[erlang-questions] (noob-help) Supervision strategies to automatically restart dynamically added children

Tue Mar 8 07:52:29 CET 2011

On Mon, Mar 7, 2011 at 5:08 AM, Edmond Begumisa
<ebegumisa@REDACTED> wrote:
> Hi Dhananjay,
>
> I too struggled with this exact question for quite some time so I'll chime
> in here on the two techniques I used to solve it...
> On Thu, 03 Mar 2011 05:02:06 +1100, Dhananjay Nene
> <dhananjay.nene@REDACTED> wrote:
>
>>
>> Question in short : If I have a supervisor which has a number of
>> dynamic children, how do I set up a mechanism where in case of a
>> complete system crash, all the dynamic children restart at the point
>> they were when the system (including the supervisor) crashed.
>>
>> Question in long :
>> =============
>>
>> Sample Context : A bowling game
>> -------------------------------------------------
>>
>> Lets say I am writing the software to implement the software necessary
>> to track various games at a bowling alley. I've set up the following
>> processes :
>>
>> a. Lanes : If there are 10 lanes, there are 10 processes, one for each
>> lane. These stay fixed for the entire duration of the program
>> b. Games : A group of players might get together to start a game on a
>> free lane. A new game will get created to track the game through its
>> completion. When the game is over, this process shall terminate
>> c. Players : Each game has a number of players. One process
>> "player_game" is started per player. Sample state of a player game
>> would include current score for the player and if the last two rolls
>> were strike or a spare. For the purpose of brevity, the remainder of
>> this mail only refers to this process and ignores the others
>>
>
> You could reduce complexity by having each lane process maintain it's
> current game (players and scores) as part of it's state. The game and
> player_game processes appear unnecessarily confusing to me.
>

Interesting point. The lanes are the only static aspects of the game.
I tried to consider whether it would make any difference from a client
API perspective, but I imagine for a client, there is no particular
reason to believe a lane is a better or worse abstraction than a game
(or a player_game).

>> Objective :
>> ---------------
>>
>> Assuming this is a single node implementation, if the machine were to
>> crash, upon machine / node restart, all the player_games should be
>> restarted and should be at the point where the player_games were when
>> the machine crashed.
>>
>> Possible supervision strategy :
>> --------------------------------------
>>
>> 1. Create a simple_one_for_one supervisor player_game_sup which upon
>> starting up for the first time would have no children associated with
>> them. Use supervisor:start_child to start each process
>> 2. The supervisor creates an entry in a database (say mnesia) every
>> time it launches a new process
>> 3. Each player_game updates the entry every time the score gets
>> modified. Upon termination that entry gets deleted
>> 4. Post crash, the supervisor is started again (say after an
>> application restart or via another supervisor)
>> 5. (Here's the difference). By default the supervisor will not restart
>> the dynamically added children (all the player_games). However we
>> modify the init code to inspect the database and launch a player_game
>> for each record it finds.
>
> How? I don't think you can instruct a simple_one_for_one supervisor to
> create children from it's init/1 callback. From the documentation...
>
> http://www.erlang.org/doc/man/supervisor.html#Module:init-1
>
> "...No child process is then started during the initialization phase, but
> all children are assumed to be started dynamically using
> supervisor:start_child/2..."

Fair point. Wasn't something that struck me as an issue then, but yes,
supervisor starting dynamic children inside init doesn't quite rock.
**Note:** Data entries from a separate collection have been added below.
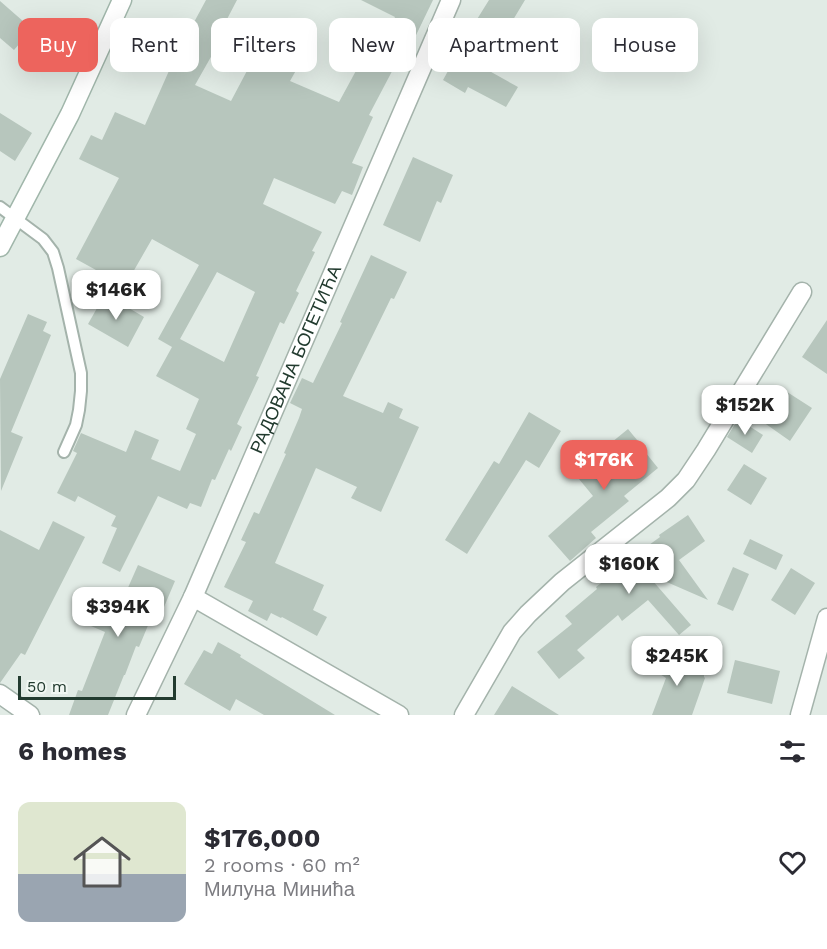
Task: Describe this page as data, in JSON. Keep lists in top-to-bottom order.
{
  "streets": {
    "street": ["РАДОВАНА БОГЕТИЋА"]
  },
  "scale_bar": "50 m",
  "page": {
    "chip": [
      "Buy",
      "Rent",
      "Filters",
      "New",
      "Apartment",
      "House"
    ],
    "price": [
      "$146K",
      "$152K",
      "$176K",
      "$160K",
      "$394K",
      "$245K"
    ],
    "scale": "50 m",
    "heading": "6 homes",
    "list": [
      {
        "name": "$176,000",
        "note": "2 rooms · 60 m² · Милуна Минића"
      }
    ]
  }
}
> AFIAK, creating dynamic children (calling supervisor:start_child/2) has to
> be done after the supervisor has initialised by a process other than the
> supervisor process.

Certainly. And your separate modeling of a lane_ldr (later down this
mail) helps that.

> This is normally not a problem if you are calling start_child/2 during the
> "normal" operation of the application because the supervisor in question is
> likely to already be up. But here, you want to call start_child/2 at
> *startup*. From my experience with this precise matter, this requires some
> process coordination.
>
>> The player_game initialises itself to the
>> current state as in the database and the game(s) can continue where
>> it/they left off.
>>
>> My questions :
>> --------------------
>> a. Does it make sense to move the responsibility to the supervisor to
>> update the database each time a new player game is started or
>> completed ?
>
> I personally don't see the advantage of doing this. Besides (as per my
> understanding of OTP design principles), a supervisor's job should be just
> that -- supervising workers and not doing work itself.
>
> Doing this from the your worker gen_servers make more sense to me and seems
> more natural. i.e Reading the scores from the DB the during player_game:init
> and writing them every time a score gets bumped or something similar.
>

I agree

> Possible supervision strategy 2a: (Loader version)
> --------------------------------------------------
>
> Rather than separate dynamic children for players and games as in Strategy
> 1, instead, each lane stores, as part of it's state, info on the current
> game (the players playing on the lane and their state/scores). The
> supervision tree might look like this...
>
>           alley_sup
>          /         \
>  lane_ldr  ___lanes_sup_____
>           /       |     :   \
>        lane(1)  lane(2) .. lane(N)
>
> * Application has a startup configuration parameter no_of_lanes which comes
> from a conf file or the .app file and loaded by the alley_sup...
>

This is a suggestion thats really had me thinking. I suspect there's a
bit of the traditional OO modeling experience which is grumbling about
not being able to model a game or a player game. I guess thats a
matter of learning / unlearning / getting used to.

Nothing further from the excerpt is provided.